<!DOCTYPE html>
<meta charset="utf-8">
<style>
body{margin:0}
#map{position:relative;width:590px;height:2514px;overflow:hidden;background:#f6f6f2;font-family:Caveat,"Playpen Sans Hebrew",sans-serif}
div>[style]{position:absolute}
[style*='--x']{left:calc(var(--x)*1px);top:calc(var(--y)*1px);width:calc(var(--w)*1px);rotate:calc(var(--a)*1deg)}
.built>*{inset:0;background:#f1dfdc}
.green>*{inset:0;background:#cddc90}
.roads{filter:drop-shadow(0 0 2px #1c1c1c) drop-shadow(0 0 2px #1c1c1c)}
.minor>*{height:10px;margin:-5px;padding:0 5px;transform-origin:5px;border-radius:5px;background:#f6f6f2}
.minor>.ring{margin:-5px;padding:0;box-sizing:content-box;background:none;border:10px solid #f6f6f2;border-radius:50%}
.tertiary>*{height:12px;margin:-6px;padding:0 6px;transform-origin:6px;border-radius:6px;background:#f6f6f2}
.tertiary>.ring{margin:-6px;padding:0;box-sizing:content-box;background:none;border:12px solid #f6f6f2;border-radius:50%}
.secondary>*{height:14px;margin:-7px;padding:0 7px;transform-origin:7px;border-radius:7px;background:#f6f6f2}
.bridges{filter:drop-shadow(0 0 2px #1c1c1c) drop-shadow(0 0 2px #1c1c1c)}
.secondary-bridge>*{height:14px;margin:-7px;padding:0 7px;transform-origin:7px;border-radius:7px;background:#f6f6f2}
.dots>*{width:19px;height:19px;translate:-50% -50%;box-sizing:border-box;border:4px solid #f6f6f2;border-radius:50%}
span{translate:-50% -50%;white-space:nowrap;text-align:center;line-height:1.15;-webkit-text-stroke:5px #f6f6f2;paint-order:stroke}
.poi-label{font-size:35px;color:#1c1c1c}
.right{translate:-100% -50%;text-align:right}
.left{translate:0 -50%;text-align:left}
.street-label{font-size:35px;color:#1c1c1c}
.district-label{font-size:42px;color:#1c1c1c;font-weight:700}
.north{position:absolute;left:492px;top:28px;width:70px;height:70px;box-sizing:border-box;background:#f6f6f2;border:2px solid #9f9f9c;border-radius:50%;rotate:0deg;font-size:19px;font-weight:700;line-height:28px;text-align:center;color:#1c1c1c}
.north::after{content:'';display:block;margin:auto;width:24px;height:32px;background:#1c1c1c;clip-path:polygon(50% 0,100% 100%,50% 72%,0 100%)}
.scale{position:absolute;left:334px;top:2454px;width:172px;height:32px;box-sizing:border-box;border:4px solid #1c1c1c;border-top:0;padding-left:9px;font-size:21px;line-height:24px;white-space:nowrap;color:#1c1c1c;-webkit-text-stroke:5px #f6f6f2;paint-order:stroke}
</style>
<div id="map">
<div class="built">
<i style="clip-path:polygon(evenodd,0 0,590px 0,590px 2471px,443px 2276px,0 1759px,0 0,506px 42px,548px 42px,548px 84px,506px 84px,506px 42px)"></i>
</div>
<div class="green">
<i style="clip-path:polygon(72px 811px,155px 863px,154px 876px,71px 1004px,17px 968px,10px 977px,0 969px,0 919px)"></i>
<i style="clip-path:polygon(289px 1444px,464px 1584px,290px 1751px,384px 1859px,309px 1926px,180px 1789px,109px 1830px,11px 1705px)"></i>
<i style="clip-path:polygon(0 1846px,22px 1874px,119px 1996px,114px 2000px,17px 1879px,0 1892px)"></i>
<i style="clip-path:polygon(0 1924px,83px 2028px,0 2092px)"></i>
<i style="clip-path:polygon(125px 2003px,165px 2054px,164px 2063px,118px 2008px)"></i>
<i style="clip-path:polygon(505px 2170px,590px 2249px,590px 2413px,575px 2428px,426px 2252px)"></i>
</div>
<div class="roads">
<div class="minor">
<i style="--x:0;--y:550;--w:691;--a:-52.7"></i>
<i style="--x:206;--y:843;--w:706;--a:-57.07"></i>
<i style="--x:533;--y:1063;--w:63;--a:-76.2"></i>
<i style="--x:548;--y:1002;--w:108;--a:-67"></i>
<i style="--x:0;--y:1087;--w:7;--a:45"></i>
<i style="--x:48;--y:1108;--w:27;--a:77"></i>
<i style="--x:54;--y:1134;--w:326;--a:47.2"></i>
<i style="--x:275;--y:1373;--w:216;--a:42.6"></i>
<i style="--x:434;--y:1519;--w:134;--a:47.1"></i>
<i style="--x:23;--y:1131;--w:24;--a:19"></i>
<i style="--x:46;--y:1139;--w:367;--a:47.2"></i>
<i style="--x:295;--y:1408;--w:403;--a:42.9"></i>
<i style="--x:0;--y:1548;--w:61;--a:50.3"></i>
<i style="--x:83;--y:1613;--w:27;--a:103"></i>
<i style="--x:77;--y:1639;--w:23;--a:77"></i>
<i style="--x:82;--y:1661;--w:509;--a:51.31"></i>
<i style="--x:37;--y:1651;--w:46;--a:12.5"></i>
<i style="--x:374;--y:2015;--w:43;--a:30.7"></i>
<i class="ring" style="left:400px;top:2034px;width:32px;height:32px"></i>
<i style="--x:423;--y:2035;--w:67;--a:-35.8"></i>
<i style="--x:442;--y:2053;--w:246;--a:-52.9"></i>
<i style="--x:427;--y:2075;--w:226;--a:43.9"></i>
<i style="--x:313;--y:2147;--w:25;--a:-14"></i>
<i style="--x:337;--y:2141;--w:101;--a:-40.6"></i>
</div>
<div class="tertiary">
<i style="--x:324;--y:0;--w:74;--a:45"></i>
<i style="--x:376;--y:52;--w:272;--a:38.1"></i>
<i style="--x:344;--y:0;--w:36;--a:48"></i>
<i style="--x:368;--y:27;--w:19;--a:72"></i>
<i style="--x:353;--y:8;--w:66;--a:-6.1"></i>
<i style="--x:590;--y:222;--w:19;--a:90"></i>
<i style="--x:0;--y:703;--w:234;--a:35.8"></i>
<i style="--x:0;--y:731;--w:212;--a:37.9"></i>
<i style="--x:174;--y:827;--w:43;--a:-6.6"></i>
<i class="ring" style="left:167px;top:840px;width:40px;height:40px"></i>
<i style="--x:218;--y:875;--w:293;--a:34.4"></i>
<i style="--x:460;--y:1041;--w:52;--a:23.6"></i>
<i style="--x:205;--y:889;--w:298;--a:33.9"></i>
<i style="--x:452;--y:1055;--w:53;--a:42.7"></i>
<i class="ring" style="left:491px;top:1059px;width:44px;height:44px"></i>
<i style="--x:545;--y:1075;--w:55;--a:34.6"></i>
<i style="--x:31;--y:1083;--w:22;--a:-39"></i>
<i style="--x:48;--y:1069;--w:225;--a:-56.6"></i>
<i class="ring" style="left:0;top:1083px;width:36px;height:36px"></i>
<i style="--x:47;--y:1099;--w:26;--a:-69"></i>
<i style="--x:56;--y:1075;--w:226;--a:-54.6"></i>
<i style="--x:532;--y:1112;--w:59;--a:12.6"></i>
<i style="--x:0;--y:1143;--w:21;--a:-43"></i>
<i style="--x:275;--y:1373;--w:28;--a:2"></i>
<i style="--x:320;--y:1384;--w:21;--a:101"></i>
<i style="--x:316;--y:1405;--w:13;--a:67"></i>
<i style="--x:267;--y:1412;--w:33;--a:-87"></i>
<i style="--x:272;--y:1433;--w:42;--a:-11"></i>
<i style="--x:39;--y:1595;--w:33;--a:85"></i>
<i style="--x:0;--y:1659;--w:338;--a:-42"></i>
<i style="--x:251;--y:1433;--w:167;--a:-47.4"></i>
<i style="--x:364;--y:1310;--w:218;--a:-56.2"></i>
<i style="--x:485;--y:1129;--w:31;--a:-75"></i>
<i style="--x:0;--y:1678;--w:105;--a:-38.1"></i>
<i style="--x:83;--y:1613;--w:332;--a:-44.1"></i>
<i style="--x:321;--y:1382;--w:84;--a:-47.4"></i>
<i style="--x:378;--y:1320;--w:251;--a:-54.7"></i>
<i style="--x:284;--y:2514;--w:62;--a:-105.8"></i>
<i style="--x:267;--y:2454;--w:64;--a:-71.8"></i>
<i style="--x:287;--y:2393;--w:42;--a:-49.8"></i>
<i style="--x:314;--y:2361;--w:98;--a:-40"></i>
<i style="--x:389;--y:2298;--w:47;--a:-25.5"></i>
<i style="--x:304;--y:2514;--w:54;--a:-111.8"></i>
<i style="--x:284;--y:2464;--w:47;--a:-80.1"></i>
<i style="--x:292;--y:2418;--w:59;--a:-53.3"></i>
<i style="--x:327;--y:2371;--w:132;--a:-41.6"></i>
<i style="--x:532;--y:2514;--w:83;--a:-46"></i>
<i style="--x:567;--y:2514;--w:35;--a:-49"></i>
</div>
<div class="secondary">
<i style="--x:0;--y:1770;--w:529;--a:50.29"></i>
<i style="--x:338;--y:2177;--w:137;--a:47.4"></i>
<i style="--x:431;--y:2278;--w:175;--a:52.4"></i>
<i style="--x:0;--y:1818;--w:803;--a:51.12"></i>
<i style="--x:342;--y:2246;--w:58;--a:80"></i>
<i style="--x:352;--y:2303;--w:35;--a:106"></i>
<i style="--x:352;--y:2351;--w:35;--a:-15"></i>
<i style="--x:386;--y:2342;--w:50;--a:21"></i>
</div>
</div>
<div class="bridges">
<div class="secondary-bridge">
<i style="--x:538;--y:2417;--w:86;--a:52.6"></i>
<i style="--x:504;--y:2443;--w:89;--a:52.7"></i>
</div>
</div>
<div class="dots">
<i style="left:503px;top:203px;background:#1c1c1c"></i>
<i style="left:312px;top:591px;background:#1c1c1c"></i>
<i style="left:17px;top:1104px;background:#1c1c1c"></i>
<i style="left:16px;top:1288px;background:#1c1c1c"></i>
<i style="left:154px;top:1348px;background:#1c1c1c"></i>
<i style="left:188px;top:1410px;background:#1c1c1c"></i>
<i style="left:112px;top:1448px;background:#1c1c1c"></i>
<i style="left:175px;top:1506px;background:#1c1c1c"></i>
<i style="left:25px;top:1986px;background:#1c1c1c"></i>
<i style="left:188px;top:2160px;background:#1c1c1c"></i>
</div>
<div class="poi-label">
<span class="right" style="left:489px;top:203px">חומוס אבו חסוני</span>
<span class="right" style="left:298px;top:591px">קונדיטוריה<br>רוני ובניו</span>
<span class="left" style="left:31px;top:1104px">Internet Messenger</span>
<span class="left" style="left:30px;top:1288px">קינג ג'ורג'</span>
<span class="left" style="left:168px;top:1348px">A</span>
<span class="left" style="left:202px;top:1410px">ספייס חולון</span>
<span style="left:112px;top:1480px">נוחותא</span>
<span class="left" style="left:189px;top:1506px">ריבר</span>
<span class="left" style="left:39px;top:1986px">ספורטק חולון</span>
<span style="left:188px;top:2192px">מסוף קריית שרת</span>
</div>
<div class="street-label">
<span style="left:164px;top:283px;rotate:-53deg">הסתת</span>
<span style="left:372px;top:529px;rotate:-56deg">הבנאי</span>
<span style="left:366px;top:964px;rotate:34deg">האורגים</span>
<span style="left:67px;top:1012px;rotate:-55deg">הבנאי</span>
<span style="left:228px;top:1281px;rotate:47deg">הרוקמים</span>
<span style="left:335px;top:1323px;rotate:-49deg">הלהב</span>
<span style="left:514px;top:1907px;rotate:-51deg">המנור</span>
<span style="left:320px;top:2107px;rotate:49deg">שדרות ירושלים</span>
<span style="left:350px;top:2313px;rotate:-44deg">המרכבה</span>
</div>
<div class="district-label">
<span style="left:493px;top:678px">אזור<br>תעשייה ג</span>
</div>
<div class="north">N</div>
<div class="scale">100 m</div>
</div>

◆ WHAT TO WORK ON: Your answer should consist of copies of the lines above that include the string "roads".

◆ YOUR SOLUTION:
.roads{filter:drop-shadow(0 0 2px #1c1c1c) drop-shadow(0 0 2px #1c1c1c)}
<div class="roads">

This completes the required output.